From: Jason McKesson <jmckesson_at_[hidden]>
Date: Mon, 21 Aug 2023 22:21:56 -0400
On Mon, Aug 21, 2023 at 5:59 PM Frederick Virchanza Gotham via
Std-Proposals <std-proposals_at_[hidden]> wrote:
> I reply to a Breno, Jason and Jonathan in series below.
> Breno GuimarĂ£es wrote:
> >
> > int main()
> > {
> > std::optional<std::mutex> om;
> > reemplace(om, FuncThatReturnsMutex);
> > // om = FuncThatReturnsMutex();
> > }
> That's very similar to what I did on Page 3 of my paper on NRVO:
> http://www.virjacode.com/downloads/nrvo/paper_nrvo_latest.pdf
> Jason McKesson wrote:
> >
> > Any solution to a C++ problem that starts with "let's add a new
> > reference type to the language" is not a solution worth having.
> > There's really no point in considering it further.
> I don't want to introduce a new kind of reference. I don't want to be
> able to do this:
> int ^^a = b;
> The use of the unary '^^' operator would only be seen in the parameter
> list of a function that takes one and only one argument -- usually a
> constructor or an overloaded assignment operator.
> Jason McKesson continued writing:
> >
> > However, if this were to be entertained further, then some explanation
> > of what's actually happening here is in order. You say that your new
> > reference type means that the "argument must be a prvalue?". OK, but
> > then you say "we need control over when the prvalue gets generated ".
> >
> > This makes no sense. The fact that a variable must be initialized by a
> > prvalue doesn't change how variables work. "when the prvalue gets
> > generated" happened *before the function call*. If you want it to
> > happen differently from that, then you need to explain what those
> > differences are and how that works. Are you saying that the parameter
> > captures the entire expression, leaving it unevaluated until some time
> > *within* the function (which is not what it means for a variable to
> > "be a prvalue")? OK, so how does that work? Must the function be
> > inlined? If not, how can a compiler pass *arbitrary code* to a
> > concrete function that has no idea how any particular parameter was
> > initialized?
> So let's consider the following:
> extern mutex FuncThatReturnsMutex(int,int,int,int,int);
> int main(void)
> {
> optional<mutex> om;
> om = FuncThatReturnsMutex(arg1,arg2,arg3,arg4,arg5);
> }
> My idea is still half-baked and subject to floatation but here's a
> suggestion of how this could be implemented with the System V x86_64
> calling convention:

Please answer the question that was asked. I asked what the code
meant. I did not ask "how this could be implemented". Implementations
do not matter at this point. You need to start with an explanation of
*what is happening*, not how a compiler will go about making that

Indeed, you seem to have this idea that implementations are the most
important thing that you could show. But when you're still in the
infancy of a proposal (and this one isn't barely that), the most
important questions are "what it is" and "what problems would it
solve." "How to implement it" is a distant third.
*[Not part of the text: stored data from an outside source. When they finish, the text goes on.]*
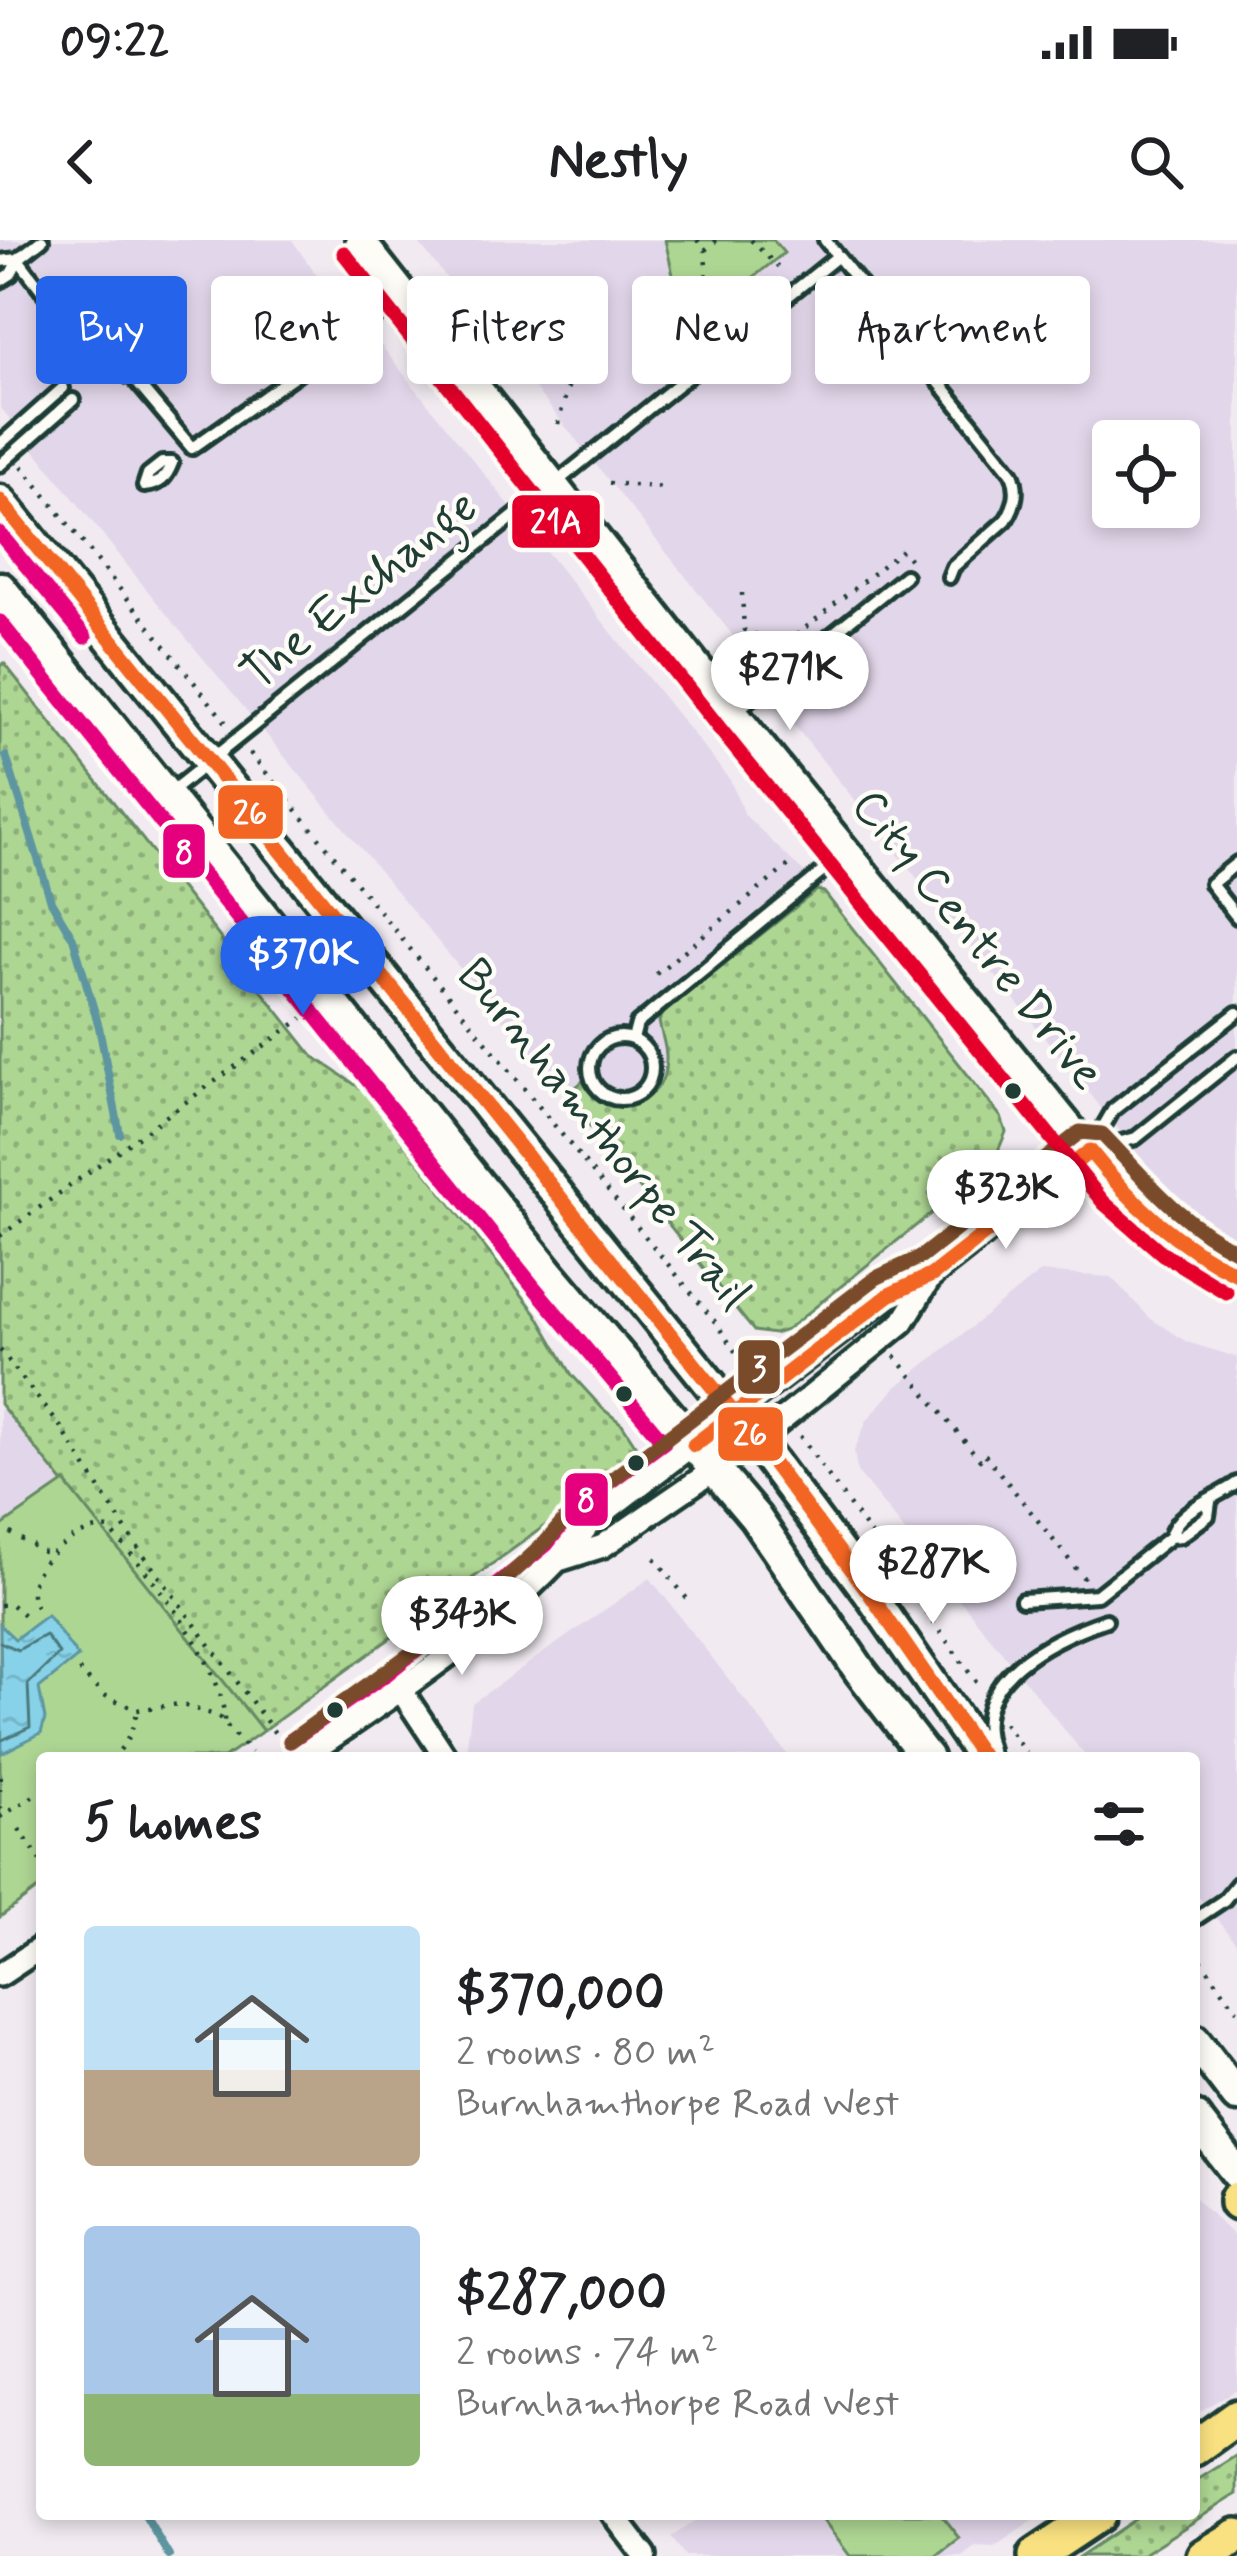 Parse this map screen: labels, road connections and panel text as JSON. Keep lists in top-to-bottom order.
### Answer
{
  "streets": {
    "street": ["City Centre Drive"],
    "lane": ["The Exchange"],
    "path": ["Burnhamthorpe Trail"]
  },
  "crossings": [
    ["The Exchange", "City Centre Drive"],
    ["The Exchange", "Burnhamthorpe Trail"]
  ],
  "lines": [
    "transit line 21A",
    "transit line 26",
    "transit line 8",
    "transit line 3"
  ],
  "page": {
    "status": "09:22",
    "header": "Nestly",
    "chip": [
      "Buy",
      "Rent",
      "Filters",
      "New",
      "Apartment"
    ],
    "price": [
      "$271K",
      "$370K",
      "$323K",
      "$287K",
      "$343K"
    ],
    "heading": "5 homes",
    "list": [
      {
        "name": "$370,000",
        "note": "2 rooms · 80 m² · Burnhamthorpe Road West"
      },
      {
        "name": "$287,000",
        "note": "2 rooms · 74 m² · Burnhamthorpe Road West"
      }
    ]
  }
}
> (Step 1) The 5 arguments are evaluated and then pushed onto the stack
> (none of them are put in registers)
> (Step 2) The member function 'operator=' is invoked with return
> address pushed onto the stack, with the RDI register set to the
> address of 'om', and the RSI register set to the address of a tiny
> thunk-like function. The RDX register is also set to the address of
> another tiny thunk-like function (all will be explained later).
> (Step 3) The body of 'operator=' does whatever it wants until it
> encounters the '__emplace' keyword, at which point it invokes the
> first tiny thunk-like function whose job it is to copy the 5 arguments
> from their original location on the stack into the appropriate
> registers (RSI, RDX, RCX, R8, R9) to be passed as arguments to
> 'FuncThatReturnsMutex'. If the function takes more parameters than can
> go into registers, then the remaining arguments are copied from their
> original location on the stack to the top of the stack (yes there will
> be two copies of the data on the stack -- but this will rarely happen
> as there are plenty of registers).
> (Step 4) After the first tiny thunk-like function returns, the
> function 'FuncThatReturnsMutex' is invoked with the RDI register set
> to the address of the member variable 'buf' which resides inside the
> 'optional' object, and so the mutex gets emplaced in 'buf'.
> (Step 5) The function 'FuncThatReturnsMutex' returns (or throws an
> exception... but for now for simplicity let's just consider what
> happens when it returns normally)
> (Step 6) The remainder of the body of 'operator=' is executed.
> (Step 7) Right before 'operator=' returns, the second tiny thunk-like
> function is invoked and its job is to call the destructors of all the
> arguments that were pushed onto the stack in Step 1, and it also
> increments the stack pointer to its original value
> (Step 8) The function 'operator=' returns.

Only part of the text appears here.